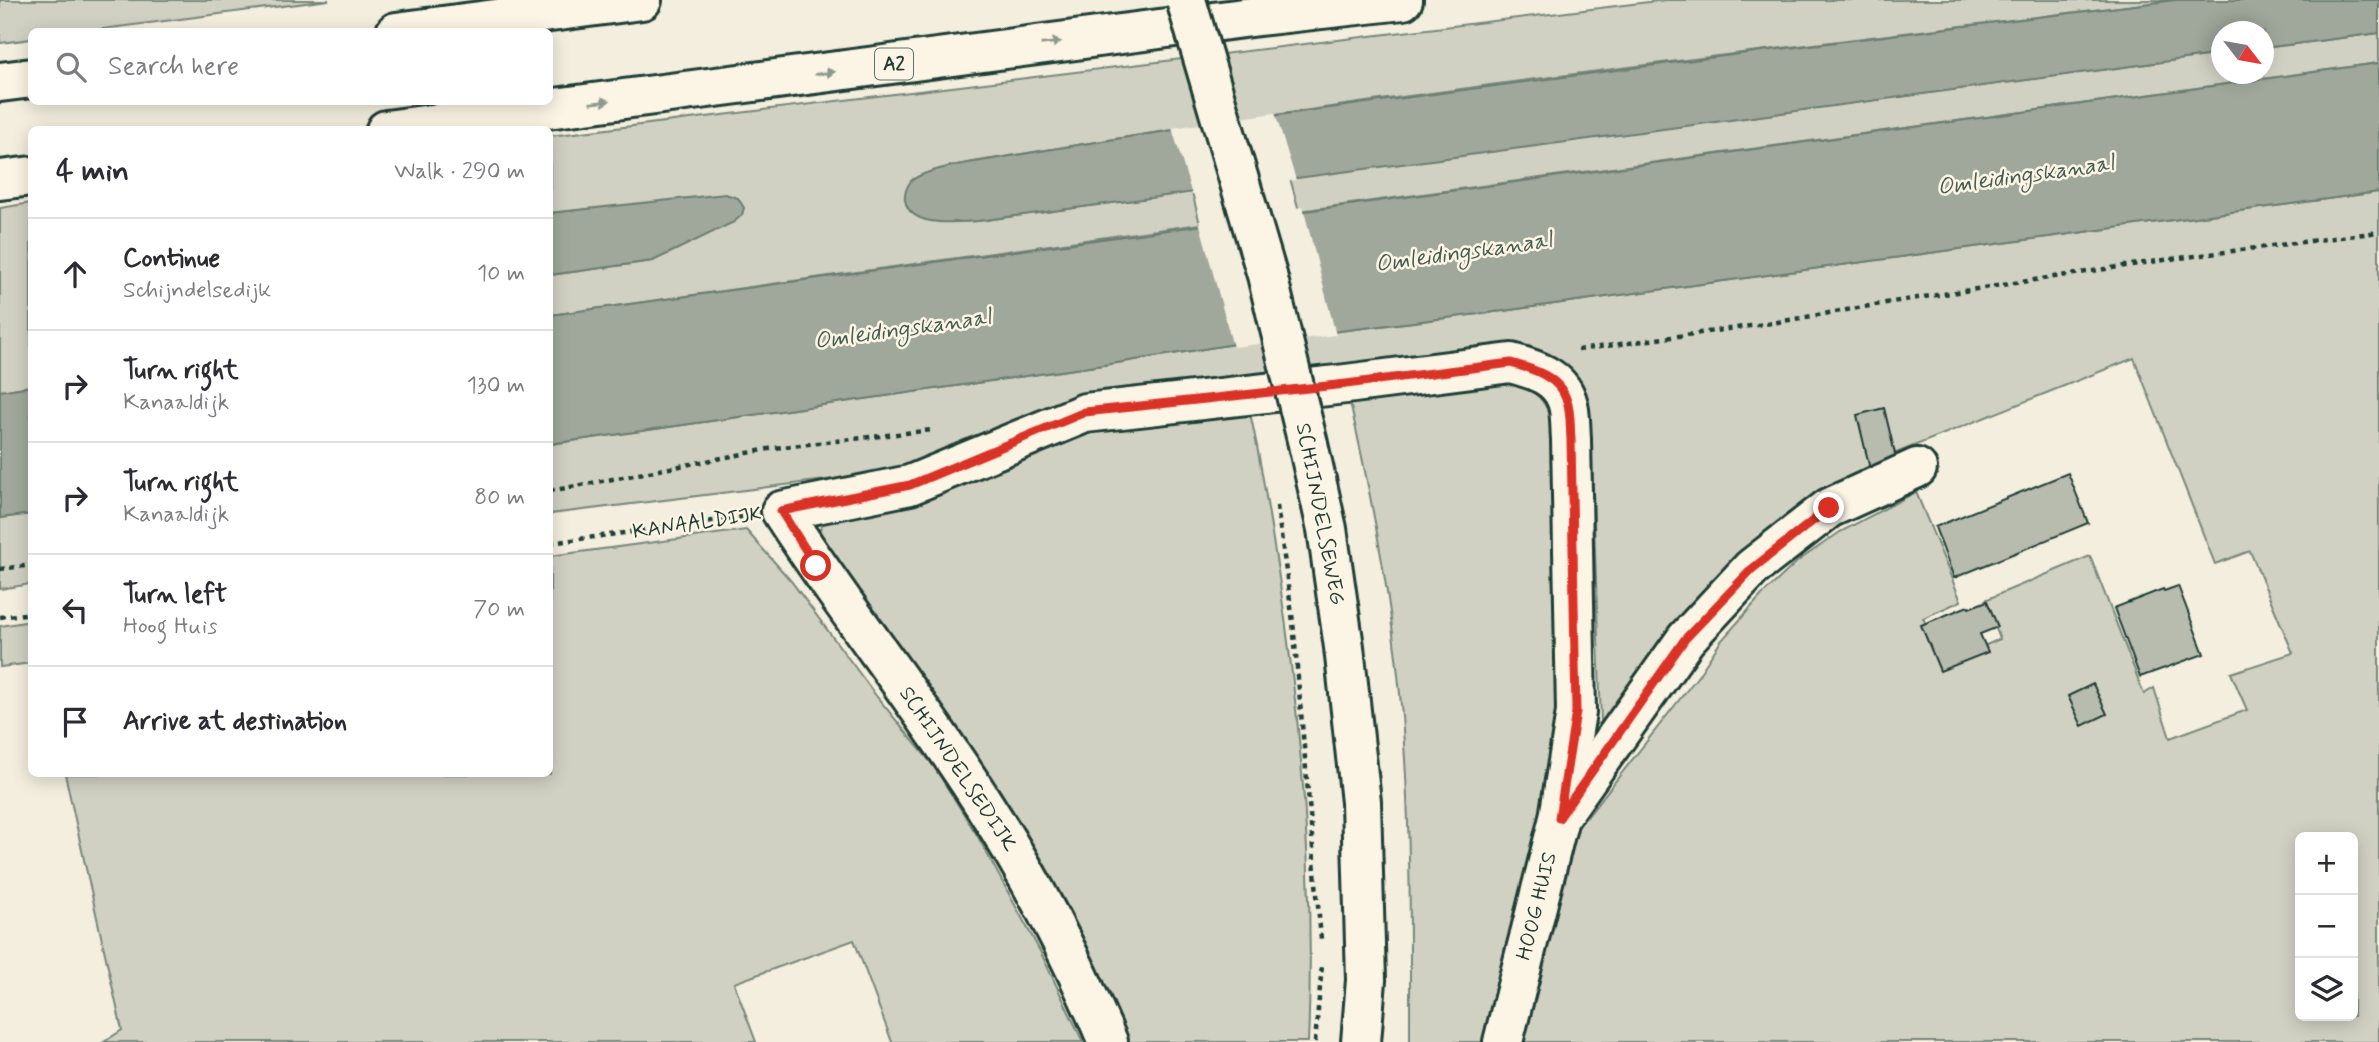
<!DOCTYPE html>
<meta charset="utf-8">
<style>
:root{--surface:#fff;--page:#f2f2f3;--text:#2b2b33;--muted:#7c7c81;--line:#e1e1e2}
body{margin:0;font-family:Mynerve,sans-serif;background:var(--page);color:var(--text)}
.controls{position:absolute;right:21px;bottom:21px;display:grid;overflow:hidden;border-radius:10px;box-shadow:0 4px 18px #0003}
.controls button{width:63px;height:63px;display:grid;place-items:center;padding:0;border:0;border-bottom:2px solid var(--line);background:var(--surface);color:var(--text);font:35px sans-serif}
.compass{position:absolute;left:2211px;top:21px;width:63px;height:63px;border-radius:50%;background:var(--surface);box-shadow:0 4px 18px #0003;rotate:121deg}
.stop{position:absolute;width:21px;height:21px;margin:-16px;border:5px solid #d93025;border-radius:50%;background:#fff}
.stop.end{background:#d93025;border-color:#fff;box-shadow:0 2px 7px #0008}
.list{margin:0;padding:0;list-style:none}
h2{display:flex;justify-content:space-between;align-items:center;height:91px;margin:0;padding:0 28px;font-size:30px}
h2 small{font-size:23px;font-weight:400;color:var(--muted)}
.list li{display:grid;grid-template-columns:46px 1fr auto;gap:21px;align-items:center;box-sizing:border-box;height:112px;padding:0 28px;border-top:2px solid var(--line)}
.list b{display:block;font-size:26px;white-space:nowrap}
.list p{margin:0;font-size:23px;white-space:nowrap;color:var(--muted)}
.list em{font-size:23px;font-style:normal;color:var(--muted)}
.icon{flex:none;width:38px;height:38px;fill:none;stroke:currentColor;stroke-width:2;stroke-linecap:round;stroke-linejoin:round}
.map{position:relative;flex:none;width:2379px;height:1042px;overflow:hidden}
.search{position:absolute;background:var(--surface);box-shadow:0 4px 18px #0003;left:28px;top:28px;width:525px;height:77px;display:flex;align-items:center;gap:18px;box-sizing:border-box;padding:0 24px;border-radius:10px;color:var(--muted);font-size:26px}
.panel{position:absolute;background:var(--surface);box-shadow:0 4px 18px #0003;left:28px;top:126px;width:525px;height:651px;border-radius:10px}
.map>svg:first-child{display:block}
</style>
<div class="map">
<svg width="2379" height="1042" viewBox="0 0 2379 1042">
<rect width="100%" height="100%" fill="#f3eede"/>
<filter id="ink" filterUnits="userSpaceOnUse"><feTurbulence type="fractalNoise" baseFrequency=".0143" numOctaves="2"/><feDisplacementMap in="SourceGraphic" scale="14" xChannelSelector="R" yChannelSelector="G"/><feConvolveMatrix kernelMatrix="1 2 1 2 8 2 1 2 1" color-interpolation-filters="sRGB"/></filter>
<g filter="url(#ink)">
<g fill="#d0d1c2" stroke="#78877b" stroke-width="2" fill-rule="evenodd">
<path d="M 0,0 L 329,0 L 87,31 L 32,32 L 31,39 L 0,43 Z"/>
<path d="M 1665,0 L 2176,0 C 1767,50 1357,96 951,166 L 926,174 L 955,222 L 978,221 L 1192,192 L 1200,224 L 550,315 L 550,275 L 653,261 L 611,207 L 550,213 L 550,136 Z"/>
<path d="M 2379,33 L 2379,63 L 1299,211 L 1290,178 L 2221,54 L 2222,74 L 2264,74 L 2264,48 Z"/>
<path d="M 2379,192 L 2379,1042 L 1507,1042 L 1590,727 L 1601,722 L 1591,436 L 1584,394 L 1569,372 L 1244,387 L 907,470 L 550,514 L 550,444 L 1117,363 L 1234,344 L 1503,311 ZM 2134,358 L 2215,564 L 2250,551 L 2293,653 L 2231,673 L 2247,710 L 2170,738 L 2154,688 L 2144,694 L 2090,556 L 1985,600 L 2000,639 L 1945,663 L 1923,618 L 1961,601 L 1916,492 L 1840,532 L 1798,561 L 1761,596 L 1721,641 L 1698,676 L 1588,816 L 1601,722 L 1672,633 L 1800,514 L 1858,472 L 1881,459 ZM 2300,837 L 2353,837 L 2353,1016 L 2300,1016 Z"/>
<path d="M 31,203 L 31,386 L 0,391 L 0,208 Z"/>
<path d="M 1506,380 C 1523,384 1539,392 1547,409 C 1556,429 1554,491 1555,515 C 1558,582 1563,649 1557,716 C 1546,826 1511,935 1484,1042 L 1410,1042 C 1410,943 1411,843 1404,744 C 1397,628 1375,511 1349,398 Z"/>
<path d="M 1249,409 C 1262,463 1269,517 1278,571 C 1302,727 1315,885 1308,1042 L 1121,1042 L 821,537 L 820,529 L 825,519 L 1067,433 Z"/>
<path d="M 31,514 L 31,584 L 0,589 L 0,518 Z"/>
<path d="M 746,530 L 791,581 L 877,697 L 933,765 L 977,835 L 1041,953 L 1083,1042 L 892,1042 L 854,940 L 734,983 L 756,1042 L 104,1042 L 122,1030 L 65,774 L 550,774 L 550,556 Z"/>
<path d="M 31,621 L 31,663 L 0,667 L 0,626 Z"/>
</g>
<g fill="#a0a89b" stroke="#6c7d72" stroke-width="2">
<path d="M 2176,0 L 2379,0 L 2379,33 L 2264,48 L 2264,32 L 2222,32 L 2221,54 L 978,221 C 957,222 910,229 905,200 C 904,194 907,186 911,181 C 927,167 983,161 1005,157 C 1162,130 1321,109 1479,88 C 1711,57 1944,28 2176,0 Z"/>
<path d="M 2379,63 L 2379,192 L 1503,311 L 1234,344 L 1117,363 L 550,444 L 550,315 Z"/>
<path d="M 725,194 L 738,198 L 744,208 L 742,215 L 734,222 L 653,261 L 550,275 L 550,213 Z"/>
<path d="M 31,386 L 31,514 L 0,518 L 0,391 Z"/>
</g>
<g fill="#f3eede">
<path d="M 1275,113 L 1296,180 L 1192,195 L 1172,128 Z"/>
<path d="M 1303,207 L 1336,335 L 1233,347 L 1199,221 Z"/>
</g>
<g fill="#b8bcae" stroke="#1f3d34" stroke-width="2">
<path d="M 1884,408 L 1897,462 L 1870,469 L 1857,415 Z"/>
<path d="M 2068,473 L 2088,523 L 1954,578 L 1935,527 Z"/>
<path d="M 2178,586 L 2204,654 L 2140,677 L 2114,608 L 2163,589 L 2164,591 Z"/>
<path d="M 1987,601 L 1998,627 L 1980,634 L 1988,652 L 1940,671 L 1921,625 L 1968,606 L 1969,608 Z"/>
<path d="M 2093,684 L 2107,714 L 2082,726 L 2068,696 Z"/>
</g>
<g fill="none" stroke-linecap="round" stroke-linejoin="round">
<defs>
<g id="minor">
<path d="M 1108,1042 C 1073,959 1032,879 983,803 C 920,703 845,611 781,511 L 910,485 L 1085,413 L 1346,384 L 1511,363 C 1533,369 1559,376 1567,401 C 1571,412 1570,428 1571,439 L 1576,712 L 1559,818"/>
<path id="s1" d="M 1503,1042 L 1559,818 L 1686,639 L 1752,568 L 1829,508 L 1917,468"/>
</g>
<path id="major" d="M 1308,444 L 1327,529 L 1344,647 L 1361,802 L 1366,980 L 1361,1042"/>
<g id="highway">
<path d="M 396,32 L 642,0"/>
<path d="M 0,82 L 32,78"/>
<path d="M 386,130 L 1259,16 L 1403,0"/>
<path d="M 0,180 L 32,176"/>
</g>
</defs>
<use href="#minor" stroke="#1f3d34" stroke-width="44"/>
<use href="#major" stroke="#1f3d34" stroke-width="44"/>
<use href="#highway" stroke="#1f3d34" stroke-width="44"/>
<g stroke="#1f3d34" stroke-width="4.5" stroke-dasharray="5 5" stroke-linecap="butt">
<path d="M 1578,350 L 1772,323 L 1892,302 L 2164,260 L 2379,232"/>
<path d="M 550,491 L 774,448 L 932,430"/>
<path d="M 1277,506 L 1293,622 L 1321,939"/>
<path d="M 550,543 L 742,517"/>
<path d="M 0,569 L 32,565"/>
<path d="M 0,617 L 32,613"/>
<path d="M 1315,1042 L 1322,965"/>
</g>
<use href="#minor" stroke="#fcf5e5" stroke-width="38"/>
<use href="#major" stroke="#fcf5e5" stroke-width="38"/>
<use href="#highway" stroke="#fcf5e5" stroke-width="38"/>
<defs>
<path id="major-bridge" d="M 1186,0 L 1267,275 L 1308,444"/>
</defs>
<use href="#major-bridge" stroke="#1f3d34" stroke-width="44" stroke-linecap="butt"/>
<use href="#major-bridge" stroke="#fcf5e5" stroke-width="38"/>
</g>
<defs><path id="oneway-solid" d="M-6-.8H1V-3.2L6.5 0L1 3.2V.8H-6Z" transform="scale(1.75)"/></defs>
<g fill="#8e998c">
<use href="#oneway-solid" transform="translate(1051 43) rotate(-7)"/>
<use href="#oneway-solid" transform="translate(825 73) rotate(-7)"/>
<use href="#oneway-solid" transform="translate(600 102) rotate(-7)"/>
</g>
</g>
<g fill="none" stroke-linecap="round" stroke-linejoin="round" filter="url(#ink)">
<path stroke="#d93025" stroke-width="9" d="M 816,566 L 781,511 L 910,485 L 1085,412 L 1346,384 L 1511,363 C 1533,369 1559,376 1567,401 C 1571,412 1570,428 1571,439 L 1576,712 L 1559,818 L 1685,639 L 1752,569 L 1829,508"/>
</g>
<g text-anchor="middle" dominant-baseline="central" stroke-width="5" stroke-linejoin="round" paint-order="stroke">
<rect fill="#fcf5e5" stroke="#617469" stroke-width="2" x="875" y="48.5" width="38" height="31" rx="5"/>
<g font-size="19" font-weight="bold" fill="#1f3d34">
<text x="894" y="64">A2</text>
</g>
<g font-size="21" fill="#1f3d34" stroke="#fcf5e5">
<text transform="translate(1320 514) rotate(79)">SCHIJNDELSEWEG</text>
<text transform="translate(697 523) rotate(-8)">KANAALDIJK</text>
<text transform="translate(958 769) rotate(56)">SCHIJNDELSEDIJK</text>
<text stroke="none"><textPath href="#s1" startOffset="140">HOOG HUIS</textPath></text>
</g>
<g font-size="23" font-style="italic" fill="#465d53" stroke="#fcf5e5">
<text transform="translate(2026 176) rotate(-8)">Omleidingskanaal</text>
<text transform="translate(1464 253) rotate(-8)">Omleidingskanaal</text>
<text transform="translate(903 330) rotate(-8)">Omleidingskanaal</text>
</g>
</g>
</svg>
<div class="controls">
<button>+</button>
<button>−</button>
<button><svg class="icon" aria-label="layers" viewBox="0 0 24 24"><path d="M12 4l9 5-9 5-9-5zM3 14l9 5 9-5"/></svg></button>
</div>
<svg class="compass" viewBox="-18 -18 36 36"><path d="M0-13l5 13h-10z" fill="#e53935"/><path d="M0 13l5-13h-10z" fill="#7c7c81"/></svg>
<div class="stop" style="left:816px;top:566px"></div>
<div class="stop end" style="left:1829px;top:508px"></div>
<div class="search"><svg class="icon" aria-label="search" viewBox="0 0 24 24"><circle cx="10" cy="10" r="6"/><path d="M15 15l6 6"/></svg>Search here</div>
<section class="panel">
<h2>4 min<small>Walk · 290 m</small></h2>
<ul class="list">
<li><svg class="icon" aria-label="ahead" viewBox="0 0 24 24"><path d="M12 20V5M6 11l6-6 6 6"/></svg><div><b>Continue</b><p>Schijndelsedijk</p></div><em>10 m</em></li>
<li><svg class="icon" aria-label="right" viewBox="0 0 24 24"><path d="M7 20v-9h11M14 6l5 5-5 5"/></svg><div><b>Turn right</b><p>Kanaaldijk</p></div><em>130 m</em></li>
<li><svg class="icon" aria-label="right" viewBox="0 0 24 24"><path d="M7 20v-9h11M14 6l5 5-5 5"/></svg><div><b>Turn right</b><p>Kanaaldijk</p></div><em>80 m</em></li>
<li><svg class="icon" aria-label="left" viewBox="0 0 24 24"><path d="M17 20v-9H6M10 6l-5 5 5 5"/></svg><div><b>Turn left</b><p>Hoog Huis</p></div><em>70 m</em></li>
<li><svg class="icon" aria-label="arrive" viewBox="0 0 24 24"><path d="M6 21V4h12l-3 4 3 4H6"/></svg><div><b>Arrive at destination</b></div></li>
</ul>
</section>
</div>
★ ★ ★
• GOAL OF THE EXERCISE
Search the material for the word "serif" and copy each line where it occurs.

• TASK SOLUTION
body{margin:0;font-family:Mynerve,sans-serif;background:var(--page);color:var(--text)}
.controls button{width:63px;height:63px;display:grid;place-items:center;padding:0;border:0;border-bottom:2px solid var(--line);background:var(--surface);color:var(--text);font:35px sans-serif}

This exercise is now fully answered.